Action item: Search the entries for the word "List". Copy every line where it turns up.

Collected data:
---*---
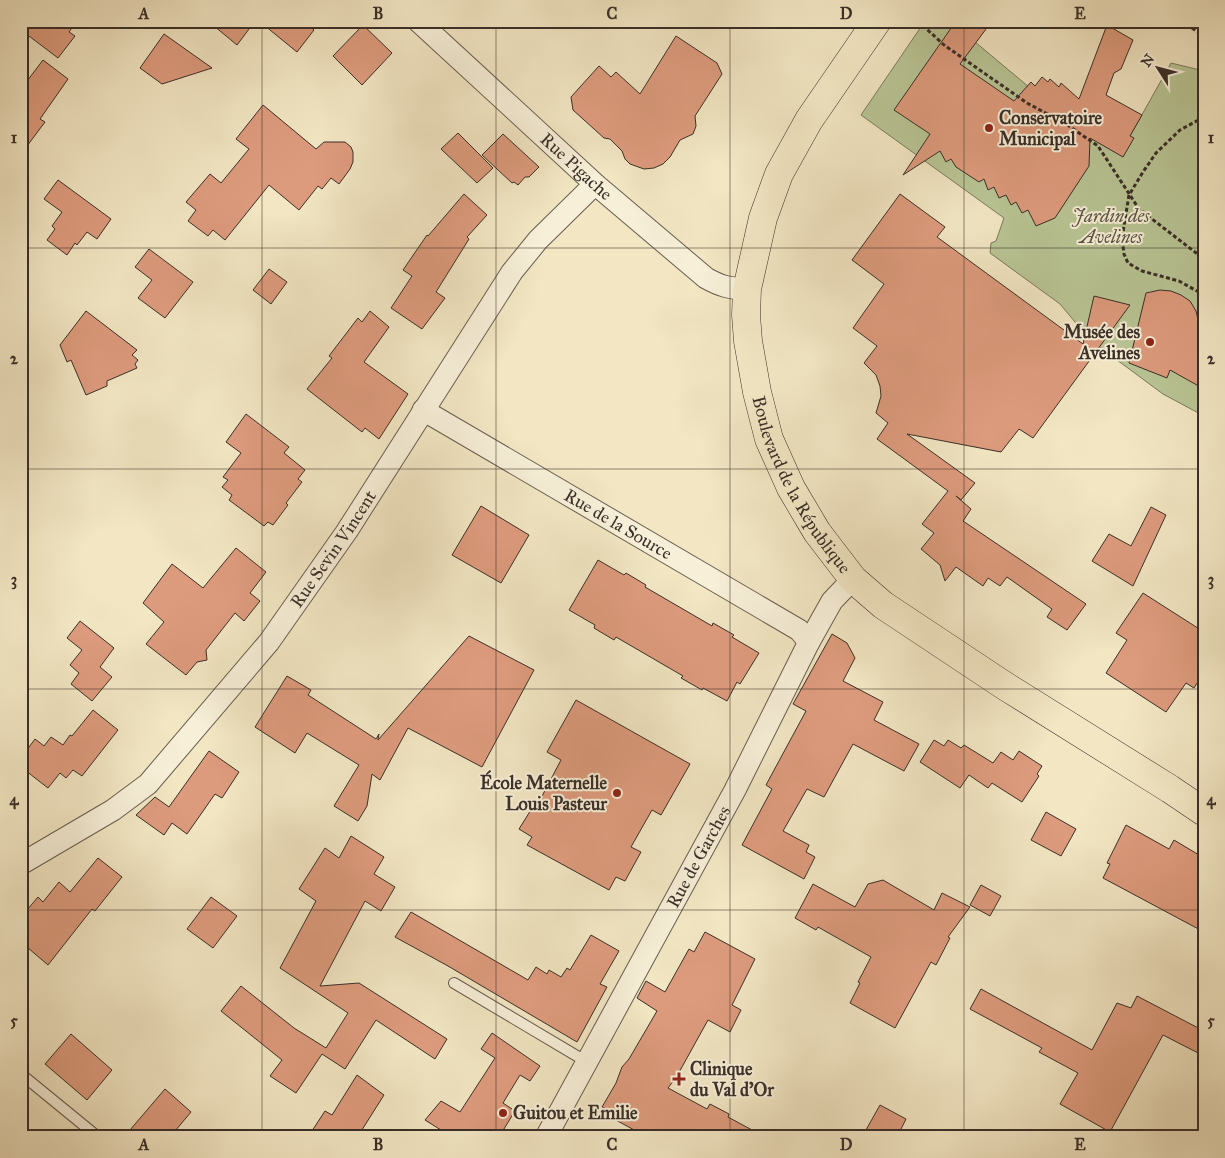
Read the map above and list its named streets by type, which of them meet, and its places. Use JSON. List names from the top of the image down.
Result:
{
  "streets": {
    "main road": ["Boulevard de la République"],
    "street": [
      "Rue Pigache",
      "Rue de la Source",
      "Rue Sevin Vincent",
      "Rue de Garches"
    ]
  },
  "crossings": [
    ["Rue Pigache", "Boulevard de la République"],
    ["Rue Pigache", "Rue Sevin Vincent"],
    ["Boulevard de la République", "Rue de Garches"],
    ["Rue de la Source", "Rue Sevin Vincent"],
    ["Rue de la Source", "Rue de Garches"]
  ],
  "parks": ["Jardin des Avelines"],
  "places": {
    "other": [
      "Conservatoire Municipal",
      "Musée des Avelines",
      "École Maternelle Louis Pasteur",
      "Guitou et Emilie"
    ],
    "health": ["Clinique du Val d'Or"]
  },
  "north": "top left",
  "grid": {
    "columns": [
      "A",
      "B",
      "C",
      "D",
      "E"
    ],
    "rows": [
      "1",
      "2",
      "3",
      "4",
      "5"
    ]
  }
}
---*---
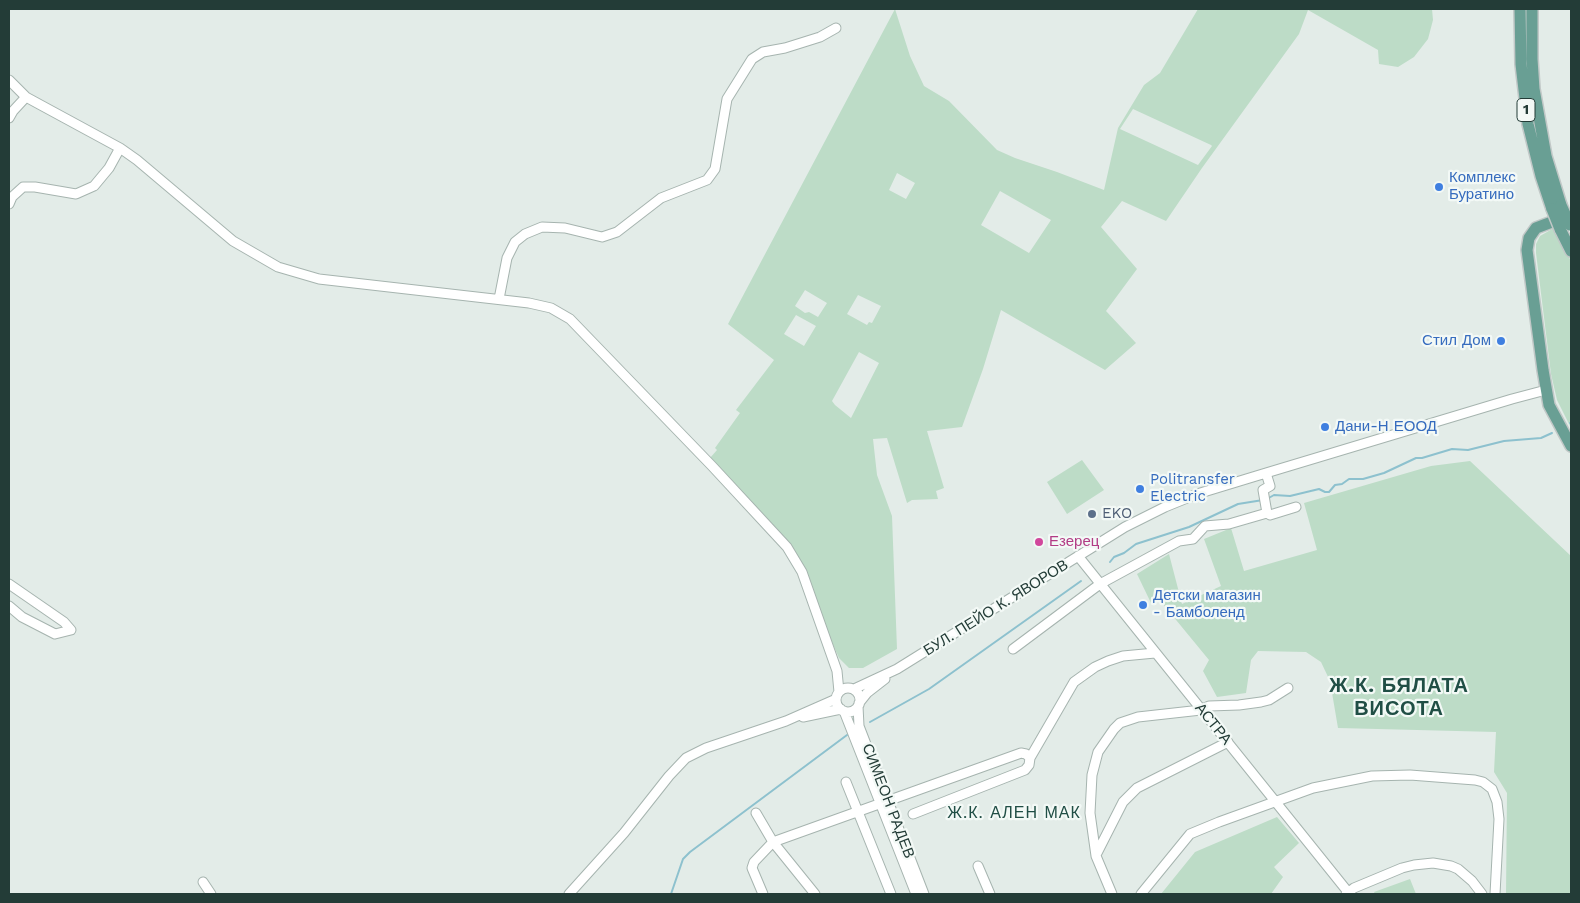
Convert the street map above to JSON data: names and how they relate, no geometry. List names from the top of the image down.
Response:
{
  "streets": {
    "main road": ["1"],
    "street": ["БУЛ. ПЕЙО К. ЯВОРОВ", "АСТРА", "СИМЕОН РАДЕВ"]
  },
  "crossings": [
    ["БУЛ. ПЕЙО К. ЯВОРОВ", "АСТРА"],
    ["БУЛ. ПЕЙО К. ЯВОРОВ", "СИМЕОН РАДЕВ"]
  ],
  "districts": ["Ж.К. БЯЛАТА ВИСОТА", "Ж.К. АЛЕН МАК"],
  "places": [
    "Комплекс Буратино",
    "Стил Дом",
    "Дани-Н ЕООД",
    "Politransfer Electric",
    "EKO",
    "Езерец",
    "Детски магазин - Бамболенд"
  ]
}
---*---
Expected answer:
Read the map above and list its named streets by type, which of them meet, and its places. Use JSON. List names from the top of the image down.
Convert the street map above to JSON data: names and how they relate, no geometry. List names from the top of the image down.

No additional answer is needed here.